The beginning was really good actually, with Anna Paquin playing a young Jane. They started botching the actual story when Jane goes to Lowood School. It wasn’t terrible, and honestly I don’t think the details matter very much at this point in the story – all we really need to know is that Jane was treated unfairly by almost everyone she ever encountered, and yet she found two friends at Lowood that gave her hope. The movie at least accomplished that.

Then we move on to Jane leaving Lowood school, although for different reasons than in the book. Miss Temple stays, and Jane is made to want to leave of her own accord (which I guess technically she does, although there is a serious catalyst for the event). I don’t think it would have been hard to cover everything that happened there with a bit of narration. I think the movie would actually be better for the narration, as Jane is telling the story as a 30 year old wife and mother who lived through the events. They could have shown Mr. Brocklehurst’s severity and his ‘fall’ from absolute power and the yellow fever and Helen’s sickness all within the same amount of space in the movie if they’d just tweaked the dialogue. The English language is vast – by just changing a few simple words you allude to events that you don’t need to show on film, and I think it would even seem more natural.

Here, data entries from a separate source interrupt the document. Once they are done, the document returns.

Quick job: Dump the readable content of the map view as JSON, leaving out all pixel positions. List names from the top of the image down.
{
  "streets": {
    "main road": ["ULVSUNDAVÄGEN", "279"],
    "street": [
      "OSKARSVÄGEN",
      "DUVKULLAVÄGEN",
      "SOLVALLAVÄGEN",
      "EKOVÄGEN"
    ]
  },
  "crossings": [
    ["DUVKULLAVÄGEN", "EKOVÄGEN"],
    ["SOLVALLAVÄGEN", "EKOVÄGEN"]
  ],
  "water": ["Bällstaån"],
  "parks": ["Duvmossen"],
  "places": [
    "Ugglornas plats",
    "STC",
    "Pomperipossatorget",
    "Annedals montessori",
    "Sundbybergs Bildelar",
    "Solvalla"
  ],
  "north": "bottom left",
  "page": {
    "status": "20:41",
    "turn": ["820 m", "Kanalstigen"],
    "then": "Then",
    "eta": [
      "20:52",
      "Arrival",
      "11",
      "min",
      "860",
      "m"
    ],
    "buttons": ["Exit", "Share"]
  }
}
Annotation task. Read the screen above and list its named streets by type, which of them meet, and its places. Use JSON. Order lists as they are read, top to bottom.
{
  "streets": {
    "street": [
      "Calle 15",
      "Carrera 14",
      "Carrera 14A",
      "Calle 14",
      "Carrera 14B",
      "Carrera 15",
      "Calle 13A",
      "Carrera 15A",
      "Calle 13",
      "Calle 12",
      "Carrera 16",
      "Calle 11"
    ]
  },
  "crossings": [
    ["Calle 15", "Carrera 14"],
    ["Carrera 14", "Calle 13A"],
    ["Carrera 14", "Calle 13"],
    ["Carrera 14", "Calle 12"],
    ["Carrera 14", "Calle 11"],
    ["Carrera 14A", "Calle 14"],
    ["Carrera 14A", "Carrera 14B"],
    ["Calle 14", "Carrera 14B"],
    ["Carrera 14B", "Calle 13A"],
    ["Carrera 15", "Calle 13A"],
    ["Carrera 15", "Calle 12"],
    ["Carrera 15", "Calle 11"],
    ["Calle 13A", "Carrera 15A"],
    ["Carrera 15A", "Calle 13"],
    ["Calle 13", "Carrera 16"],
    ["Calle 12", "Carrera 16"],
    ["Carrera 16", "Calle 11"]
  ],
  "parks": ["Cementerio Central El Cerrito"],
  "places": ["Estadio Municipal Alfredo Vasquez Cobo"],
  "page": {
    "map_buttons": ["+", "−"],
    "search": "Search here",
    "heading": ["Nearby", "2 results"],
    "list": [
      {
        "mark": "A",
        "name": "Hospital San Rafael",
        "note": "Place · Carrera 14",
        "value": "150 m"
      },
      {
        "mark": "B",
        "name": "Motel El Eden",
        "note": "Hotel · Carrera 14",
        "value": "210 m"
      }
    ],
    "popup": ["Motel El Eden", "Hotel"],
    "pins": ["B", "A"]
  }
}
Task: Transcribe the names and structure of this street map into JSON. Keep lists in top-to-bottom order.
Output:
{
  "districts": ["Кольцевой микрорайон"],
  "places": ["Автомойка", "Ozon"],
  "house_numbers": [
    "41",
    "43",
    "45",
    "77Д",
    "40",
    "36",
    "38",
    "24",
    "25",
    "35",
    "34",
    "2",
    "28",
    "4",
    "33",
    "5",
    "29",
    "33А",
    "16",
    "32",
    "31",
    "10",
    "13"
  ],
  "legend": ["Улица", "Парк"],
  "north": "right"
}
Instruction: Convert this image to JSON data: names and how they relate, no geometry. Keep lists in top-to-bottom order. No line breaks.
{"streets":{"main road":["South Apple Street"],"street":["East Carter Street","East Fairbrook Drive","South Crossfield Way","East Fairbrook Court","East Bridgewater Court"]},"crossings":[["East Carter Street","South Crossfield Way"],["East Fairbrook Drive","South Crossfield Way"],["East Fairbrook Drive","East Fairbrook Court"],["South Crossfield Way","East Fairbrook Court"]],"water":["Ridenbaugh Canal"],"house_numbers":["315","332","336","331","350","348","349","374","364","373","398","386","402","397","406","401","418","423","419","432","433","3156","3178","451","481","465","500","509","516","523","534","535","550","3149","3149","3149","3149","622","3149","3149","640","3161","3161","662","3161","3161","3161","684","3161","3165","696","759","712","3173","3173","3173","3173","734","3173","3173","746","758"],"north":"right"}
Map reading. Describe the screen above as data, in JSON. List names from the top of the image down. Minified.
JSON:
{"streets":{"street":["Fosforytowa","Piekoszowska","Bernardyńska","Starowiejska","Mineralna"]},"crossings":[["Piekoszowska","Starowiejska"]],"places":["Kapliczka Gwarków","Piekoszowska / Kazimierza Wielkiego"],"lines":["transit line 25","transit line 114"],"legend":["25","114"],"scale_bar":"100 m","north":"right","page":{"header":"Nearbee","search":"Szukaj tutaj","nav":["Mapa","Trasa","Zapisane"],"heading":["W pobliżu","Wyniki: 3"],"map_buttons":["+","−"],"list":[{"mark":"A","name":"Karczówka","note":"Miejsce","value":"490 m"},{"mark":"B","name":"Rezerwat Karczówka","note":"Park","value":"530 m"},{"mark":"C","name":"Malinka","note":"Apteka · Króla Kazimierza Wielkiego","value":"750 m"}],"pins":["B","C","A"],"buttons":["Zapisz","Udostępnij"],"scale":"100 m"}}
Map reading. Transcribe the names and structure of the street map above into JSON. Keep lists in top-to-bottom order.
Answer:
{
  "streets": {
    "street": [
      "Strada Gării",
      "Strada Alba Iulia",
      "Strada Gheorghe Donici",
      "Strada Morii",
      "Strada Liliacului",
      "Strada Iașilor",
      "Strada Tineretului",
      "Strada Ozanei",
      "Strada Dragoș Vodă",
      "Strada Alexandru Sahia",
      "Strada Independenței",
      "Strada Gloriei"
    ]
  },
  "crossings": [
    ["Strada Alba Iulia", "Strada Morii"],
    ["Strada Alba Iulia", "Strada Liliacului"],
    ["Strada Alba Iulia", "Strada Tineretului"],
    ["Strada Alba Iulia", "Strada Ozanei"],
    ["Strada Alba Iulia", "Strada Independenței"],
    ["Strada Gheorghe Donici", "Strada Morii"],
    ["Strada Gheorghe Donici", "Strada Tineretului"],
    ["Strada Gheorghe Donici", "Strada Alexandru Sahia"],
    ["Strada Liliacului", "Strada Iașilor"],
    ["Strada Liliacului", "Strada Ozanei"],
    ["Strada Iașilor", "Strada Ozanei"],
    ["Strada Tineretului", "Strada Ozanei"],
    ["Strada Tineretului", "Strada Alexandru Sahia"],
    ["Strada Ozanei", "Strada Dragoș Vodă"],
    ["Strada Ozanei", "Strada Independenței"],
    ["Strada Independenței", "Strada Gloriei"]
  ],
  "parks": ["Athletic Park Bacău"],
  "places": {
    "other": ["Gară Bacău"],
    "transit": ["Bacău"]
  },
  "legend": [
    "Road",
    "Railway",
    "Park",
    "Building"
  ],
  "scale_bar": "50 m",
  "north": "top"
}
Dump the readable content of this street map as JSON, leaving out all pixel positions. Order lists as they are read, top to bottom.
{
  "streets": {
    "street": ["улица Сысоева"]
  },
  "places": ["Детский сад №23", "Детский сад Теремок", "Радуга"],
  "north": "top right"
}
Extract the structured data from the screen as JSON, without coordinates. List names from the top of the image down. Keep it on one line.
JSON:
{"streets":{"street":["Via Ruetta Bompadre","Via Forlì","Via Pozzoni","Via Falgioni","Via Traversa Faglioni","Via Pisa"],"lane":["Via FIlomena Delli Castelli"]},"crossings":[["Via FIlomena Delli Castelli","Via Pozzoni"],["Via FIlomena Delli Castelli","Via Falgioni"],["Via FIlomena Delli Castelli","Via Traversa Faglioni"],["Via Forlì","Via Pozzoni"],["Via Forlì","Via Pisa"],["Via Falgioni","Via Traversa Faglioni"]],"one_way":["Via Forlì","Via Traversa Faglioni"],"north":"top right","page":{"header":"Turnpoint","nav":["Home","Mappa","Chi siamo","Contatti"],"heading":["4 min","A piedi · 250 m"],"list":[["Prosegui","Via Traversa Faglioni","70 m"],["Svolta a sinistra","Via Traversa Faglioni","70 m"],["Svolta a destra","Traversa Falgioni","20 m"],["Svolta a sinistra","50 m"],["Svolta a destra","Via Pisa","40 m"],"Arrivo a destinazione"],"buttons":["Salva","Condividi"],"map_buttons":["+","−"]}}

Most of what I love about this novel is the dialogue. Every word Charlotte included is there for a reason, why would you throw most of it away? If you must add more to embellish or explain, so be it, but use what’s there – it’s beautiful! I do think the way they worked in Jane and Rochester’s opening meetings in worked well in the movie, and did lay a basis for the rest of their relationship (why did they extend Jane’s stay at Lowood from 8 to 10 years? Because they wanted her to be a bit older than 18 to make it less ‘scandalous’? They don’t even give Rochester an age, so it seemed needless) – there just didn’t seem to be much of a relationship. Once he proposes, that’s it. I mean, basically the next thing you know she’s at the alter and you find Rochester is married – which just makes him an asshole. They don’t show anything about his depth of character, or how splendid their love is beforehand. If they don’t show their genuine love, why would the audience think Jane returns to him? They can’t assume the audience already knows the story…they completely changed it! It was just a confusing muddle of events to me.

And then when Jane leaves she doesn’t discover a family, and isn’t really even faced with another type of love. We don’t even know anything about St. John in the movie – why would Jane turn him down? He’s not married – he didn’t lie to her – he’s more handsome, and she’s rich now…what’s Jane’s problem? The whole second half was very poorly written. I really liked the actors playing the leading roles, my blame rests on the script/writers. It makes me wonder what their objective was with the story.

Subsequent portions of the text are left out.